Drown is less a film you watch than one you endure – and then keep thinking about long after. It’s a hard watch, undeniably, but also a kind of uneasy muse: a film that provokes not through polish or clarity, but through discomfort and contradiction.
At its center is Len, played with coiled intensity by Matt Levett, a surf lifesaving champion whose identity is inseparable from inherited masculinity. His status – echoing his father’s legacy – feels less earned than imposed, a performance he must constantly reaffirm. When Phil (Jack Matthews) arrives – young, physically superior, and quietly self-assured – that performance begins to crack. But it’s the moment Len witnesses Phil’s intimacy with another man that truly destabilizes him. From there, the film charts a brutal psychological spiral where attraction mutates into aggression.

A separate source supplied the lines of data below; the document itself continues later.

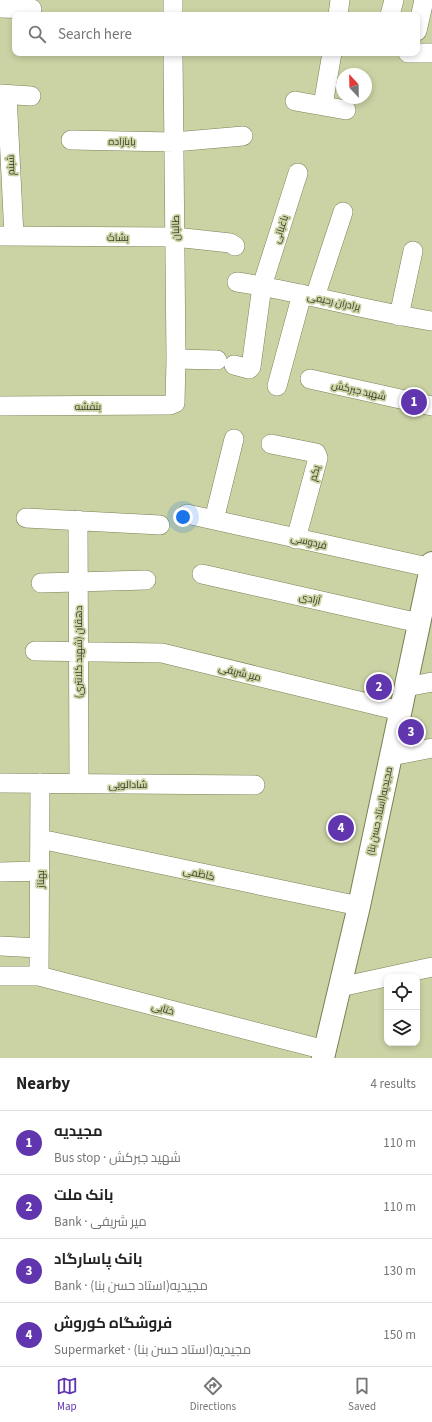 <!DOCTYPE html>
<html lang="en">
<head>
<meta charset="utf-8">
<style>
  body { margin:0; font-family:"Source Sans 3",Cairo,sans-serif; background:#f6f6f6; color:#222 }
  .controls { position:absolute; right:12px; bottom:12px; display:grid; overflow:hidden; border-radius:8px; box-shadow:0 2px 6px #0003 }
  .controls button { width:36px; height:36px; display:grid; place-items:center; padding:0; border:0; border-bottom:1px solid #e0e0e0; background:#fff; color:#222; font:20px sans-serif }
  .compass { position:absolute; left:336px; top:68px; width:36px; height:36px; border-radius:50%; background:#fff; box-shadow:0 2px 6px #0003; rotate:338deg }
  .you { position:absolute; left:183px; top:517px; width:14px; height:14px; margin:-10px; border:3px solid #fff; border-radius:50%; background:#1a73e8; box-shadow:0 0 0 6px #1a73e833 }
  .badge { display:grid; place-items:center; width:26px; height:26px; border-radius:50%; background:#6035ad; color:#fff; font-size:13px; font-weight:700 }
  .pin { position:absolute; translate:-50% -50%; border:2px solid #fff; box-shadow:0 1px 4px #0006 }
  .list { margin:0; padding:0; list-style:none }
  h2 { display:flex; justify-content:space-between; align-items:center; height:52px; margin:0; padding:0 16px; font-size:17px }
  h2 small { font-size:13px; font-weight:400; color:#767676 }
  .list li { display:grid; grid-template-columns:26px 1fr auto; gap:12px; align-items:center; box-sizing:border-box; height:64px; padding:0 16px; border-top:1px solid #e0e0e0 }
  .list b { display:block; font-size:15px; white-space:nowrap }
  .list p { margin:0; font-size:13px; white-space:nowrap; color:#767676 }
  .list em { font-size:13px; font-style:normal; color:#767676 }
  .icon { flex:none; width:22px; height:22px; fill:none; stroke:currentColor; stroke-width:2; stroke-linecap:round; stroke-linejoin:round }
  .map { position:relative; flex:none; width:432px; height:1058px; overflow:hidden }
  .search { position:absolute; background:#fff; box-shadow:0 2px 6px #0003; left:12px; right:12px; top:12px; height:44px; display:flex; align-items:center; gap:10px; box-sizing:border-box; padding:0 14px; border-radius:8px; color:#767676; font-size:15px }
  .sheet { height:308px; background:#fff }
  nav { display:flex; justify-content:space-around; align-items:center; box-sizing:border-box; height:56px; border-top:1px solid #e0e0e0; background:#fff; font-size:11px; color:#767676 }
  nav a { display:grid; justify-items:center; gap:2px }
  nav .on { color:#6035ad }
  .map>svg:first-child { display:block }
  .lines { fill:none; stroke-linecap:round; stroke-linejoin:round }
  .street-casing { stroke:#7a8055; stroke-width:20 }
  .secondary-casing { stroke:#7a8055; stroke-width:24 }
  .street { stroke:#fff; stroke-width:19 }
  .secondary { stroke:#fff; stroke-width:22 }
  .labels { text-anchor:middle; stroke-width:3.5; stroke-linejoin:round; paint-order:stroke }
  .street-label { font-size:10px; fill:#3b3d2a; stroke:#cbd3a4 }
</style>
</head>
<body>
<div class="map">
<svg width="432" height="1058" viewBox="0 0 432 1058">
  <rect width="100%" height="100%" fill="#cbd3a4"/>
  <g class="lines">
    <defs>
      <path id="street" d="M0 8 32 9
        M173 15V0
        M338 15 340 0
        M390 15 394 0
        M417 31 424 0
        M408 53H432
        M0 94 31 96
        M7 95 14 236
        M295 101 346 110
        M323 105 332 53
        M71 140 174 142 243 136
        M0 236 175 237 230 243 235 246
        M237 282C303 292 366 311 432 321
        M315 297 343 212
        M399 316 413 251
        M176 359 217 360
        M234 365 249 369 251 367 262 286 298 173
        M310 379 432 406
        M277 386 302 294
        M0 406 170 405 175 403 176 359 173 53
        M271 444 316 453 318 458 296 539
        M187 514 432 568
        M26 518 160 525
        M78 520 79 784
        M214 520 234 439
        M202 574 419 623
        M41 583 146 580
        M35 651 162 653 400 711
        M406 687 432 682
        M391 756 432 748
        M0 783 255 785
        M40 839 359 906
        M0 872 40 871
        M0 946 39 948
        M0 976H39L325 1050
        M39 976 40 783
        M340 987 432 967"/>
      <path id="secondary" d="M323 1058 359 906 432 563"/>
    </defs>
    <use href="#street" class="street-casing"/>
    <use href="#secondary" class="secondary-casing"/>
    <use href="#street" class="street"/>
    <use href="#secondary" class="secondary"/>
  </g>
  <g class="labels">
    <g class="street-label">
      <text transform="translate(122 141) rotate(1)" y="4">بابازاده</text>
      <text transform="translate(10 165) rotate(-93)" y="4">شبنم</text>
      <text transform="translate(175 228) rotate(-91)" y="4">طالبان</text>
      <text transform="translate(280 229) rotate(-72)" y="4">باغبانی</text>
      <text x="118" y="241">بشاک</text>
      <text transform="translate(334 301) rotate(12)" y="4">برادران رحیمی</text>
      <text transform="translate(359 390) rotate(13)" y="4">شهید جبرکش</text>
      <text x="88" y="410">بنفشه</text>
      <text transform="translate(314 473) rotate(-74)" y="4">یکم</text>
      <text transform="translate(309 541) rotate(13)" y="4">فردوسی</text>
      <text transform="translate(310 598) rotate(13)" y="4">آزادی</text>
      <text transform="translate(78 652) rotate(-90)" y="4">دهقان (شهید کلانتری)</text>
      <text transform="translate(240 672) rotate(14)" y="4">میر شریفی</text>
      <text x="128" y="788">شادالویی</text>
      <text transform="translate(379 811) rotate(-78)" y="4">مجیدیه(استاد حسن بنا)</text>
      <text transform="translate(199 873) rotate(12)" y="4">کاظمی</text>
      <text transform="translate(40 879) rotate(-90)" y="4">بهناز</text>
      <text transform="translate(163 1008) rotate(15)" y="4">ختایی</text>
    </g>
  </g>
</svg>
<div class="controls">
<button><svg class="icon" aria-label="locate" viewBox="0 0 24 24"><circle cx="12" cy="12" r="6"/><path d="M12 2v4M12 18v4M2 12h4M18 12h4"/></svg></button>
<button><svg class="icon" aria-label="layers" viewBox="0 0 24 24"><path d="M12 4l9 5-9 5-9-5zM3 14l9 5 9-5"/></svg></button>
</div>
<svg class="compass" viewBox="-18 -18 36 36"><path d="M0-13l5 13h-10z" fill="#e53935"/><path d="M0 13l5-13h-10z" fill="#767676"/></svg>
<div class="you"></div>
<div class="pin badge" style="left:414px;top:402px">1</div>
<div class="pin badge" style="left:379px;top:687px">2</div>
<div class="pin badge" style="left:411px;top:732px">3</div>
<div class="pin badge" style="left:341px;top:828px">4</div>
<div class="search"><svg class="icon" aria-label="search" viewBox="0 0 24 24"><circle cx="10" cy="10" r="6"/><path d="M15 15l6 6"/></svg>Search here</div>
</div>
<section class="sheet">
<h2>Nearby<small>4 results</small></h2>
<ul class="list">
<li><span class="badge">1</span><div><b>مجیدیه</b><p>Bus stop · شهید جبرکش</p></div><em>110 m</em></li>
<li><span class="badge">2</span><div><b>بانک ملت</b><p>Bank · میر شریفی</p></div><em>110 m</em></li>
<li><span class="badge">3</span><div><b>بانک پاسارگاد</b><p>Bank · مجیدیه(استاد حسن بنا)</p></div><em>130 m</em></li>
<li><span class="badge">4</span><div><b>فروشگاه کوروش</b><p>Supermarket · مجیدیه(استاد حسن بنا)</p></div><em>150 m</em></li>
</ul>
</section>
<nav>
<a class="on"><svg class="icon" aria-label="map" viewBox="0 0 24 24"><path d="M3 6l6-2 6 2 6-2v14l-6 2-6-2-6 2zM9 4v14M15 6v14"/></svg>Map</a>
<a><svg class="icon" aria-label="directions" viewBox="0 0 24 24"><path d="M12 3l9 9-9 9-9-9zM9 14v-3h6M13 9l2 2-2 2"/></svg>Directions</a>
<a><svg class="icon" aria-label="saved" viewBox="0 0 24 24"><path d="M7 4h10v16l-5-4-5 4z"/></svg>Saved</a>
</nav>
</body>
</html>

What makes Drown so difficult is how it binds repressed desire to toxic masculinity. Len has no language for what he feels, so he defaults to the only one he knows: dominance, humiliation, violence. His cruelty toward Phil – and others – isn’t just bigotry; it’s a frantic attempt to annihilate parts of himself. Levett’s performance captures this with unsettling precision: his body remains controlled, almost statuesque, while his emotional world fractures. Around him, Harry Cook’s “Meat” embodies the complicity of male peer culture – the silent witness who allows toxicity to metastasize.

Critics met the film with a similar tension. Many praised Levett’s performance as the film’s anchor, noting its raw, immersive quality, while also pointing out structural and tonal inconsistencies. The direction by Dean Francis was often described as visually striking but uneven, at times tipping into excess rather than insight. Audience reactions are equally divided: some see it as a powerful depiction of male repression, others as heavy-handed. Yet even detractors rarely call it forgettable.
That lingering quality is where Drown finds its power. It doesn’t offer resolution or redemption; it offers exposure. The film dissects a version of masculinity so rigid that any deviation feels like collapse. Len’s tragedy is not just that he cannot accept his desire – it’s that he has been given no framework in which acceptance is possible.
In that sense, Drown is less about sexuality than about the violence of denial. It asks a stark question: what happens when identity is built on exclusion, and the excluded truth turns out to be your own? The answer, here, is a slow, suffocating descent – one that is as difficult to watch as it is impossible to ignore.